Frontiera Usa, respinti gli haitiani

Mentre vengono espulsi e rimpatriati i  migranti fa scandalo un video in cui vengono picchiati a frustate da agenti a cavallo. La continuità Biden-Trump e il discusso "titolo 42"
Fermo immagine della scena alla frontiera tratto da un video di The Guardian

300 haitiani sono sbarcati domenica  a Port-au-Prince. Sono solo  i primi di circa 15mila migranti espulsi dagli Stati uniti, e che si trovano da 5 giorni ammassati in un accampamento tra  Ciudad Acuña, nel Coahuila (Messico), e la città texana di Del Río. Un accampamento composto principalmente da Haitiani, che hanno raggiunto la terraferma in Messico o in Centroamerica, nel tentativo di sfuggire a una crisi senza precedenti nella loro sventurata isola, che è da sempre il più povero degli Stati delle Americhe. Una situazione  che ha fatto reagire molti esponenti politici tra cui la stessa Vicepresidente Kamala Harris intervenuta sul / scrive il Guardian di Londra /  trattamento dei migranti haitiani al confine tra Stati Uniti e Messico che sono stati rinchiusi da agenti di pattuglia di confine statunitensi a cavallo. Interrogata martedì sui video che mostravano i maltrattamenti, la  Vicepresidente ha detto che : “Quello che ho visto, come quegli individui a cavallo  trattavano gli esseri umani,  è stato orribile”. Si riferiva a un video in cui  la guardia di frontiera americana a cavallo  respinge a frustate migranti indifesi che tentano di passare a guado il Rio Grande per raggiungere il territorio texano.

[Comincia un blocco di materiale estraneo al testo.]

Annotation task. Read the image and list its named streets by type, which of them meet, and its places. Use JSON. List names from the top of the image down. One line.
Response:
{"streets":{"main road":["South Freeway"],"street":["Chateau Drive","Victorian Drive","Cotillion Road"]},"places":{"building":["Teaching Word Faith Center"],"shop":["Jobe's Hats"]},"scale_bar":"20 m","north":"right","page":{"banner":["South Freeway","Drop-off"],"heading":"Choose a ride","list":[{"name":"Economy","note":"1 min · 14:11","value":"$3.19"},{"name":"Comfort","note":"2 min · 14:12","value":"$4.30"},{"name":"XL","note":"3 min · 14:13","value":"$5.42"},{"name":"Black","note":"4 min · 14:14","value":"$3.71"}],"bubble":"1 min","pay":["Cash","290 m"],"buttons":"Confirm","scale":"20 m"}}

All’arrivo dei primi tre voli, i funzionari haitiani hanno mandato un’impellente richiesta agli Stati uniti di concedere una “moratoria umanitaria“, poiché il loro Paese è reduce dall’assassinio del suo presidente  Jovenel Moïse in luglio e da unt erribile  terremoto in agosto che ha fatto 2.200 vittime. Il Parlamento di Port-au-Prince è in tale crisi, che al momento sono solo 11 i parlamentari eletti ancora in carica. Migliaia di haitiani accampati sotto e vicino a un ponte nella città di Del Rio hanno intanto affrontato anche martedì un’intensa operazione di espulsione dagli Stati Uniti, con sei voli verso la loro patria.

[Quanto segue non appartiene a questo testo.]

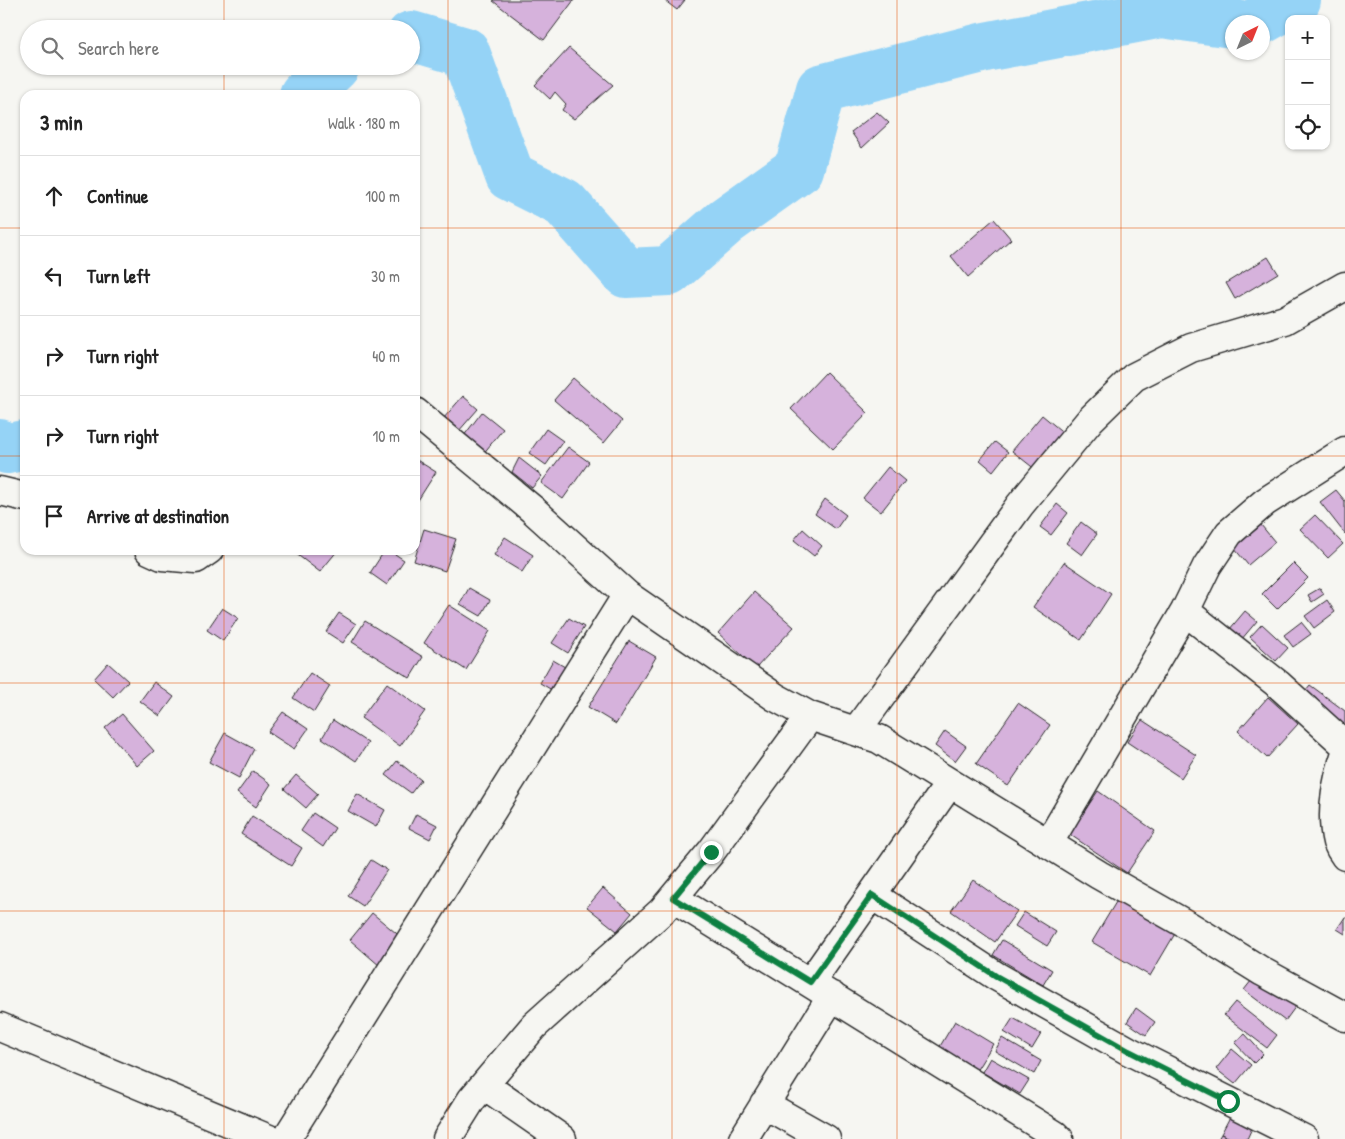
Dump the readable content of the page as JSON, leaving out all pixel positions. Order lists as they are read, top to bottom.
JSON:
{
  "north": "top right",
  "page": {
    "map_buttons": ["+", "−"],
    "search": "Search here",
    "heading": ["3 min", "Walk · 180 m"],
    "list": [
      ["Continue", "100 m"],
      ["Turn left", "30 m"],
      ["Turn right", "40 m"],
      ["Turn right", "10 m"],
      "Arrive at destination"
    ]
  }
}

La linea del governo Biden rimane intransigente, esattamente come quella del suo predecessore Donald Trump. Il segretario alla sicurezza interna Alejandro Mayorkas, recatosi a Del Rio, ha dichiarato che coloro che entrano illegalmente negli Stati Uniti saranno deportati: “Il loro viaggio sarà stato inutile, e avranno messo in pericolo la loro vita e quella delle loro famiglie”. Sempre dalla frontiera, il capo della Pattuglia di frontiera  Raul Ortiz ha detto in una conferenza stampa domenica che 3.300 persone erano già state respinte e che altrettante sarebbero state espulse nelle seguenti 24 ore. “Continuiamo a far rispettare il titolo 42“, ha detto Ortiz. 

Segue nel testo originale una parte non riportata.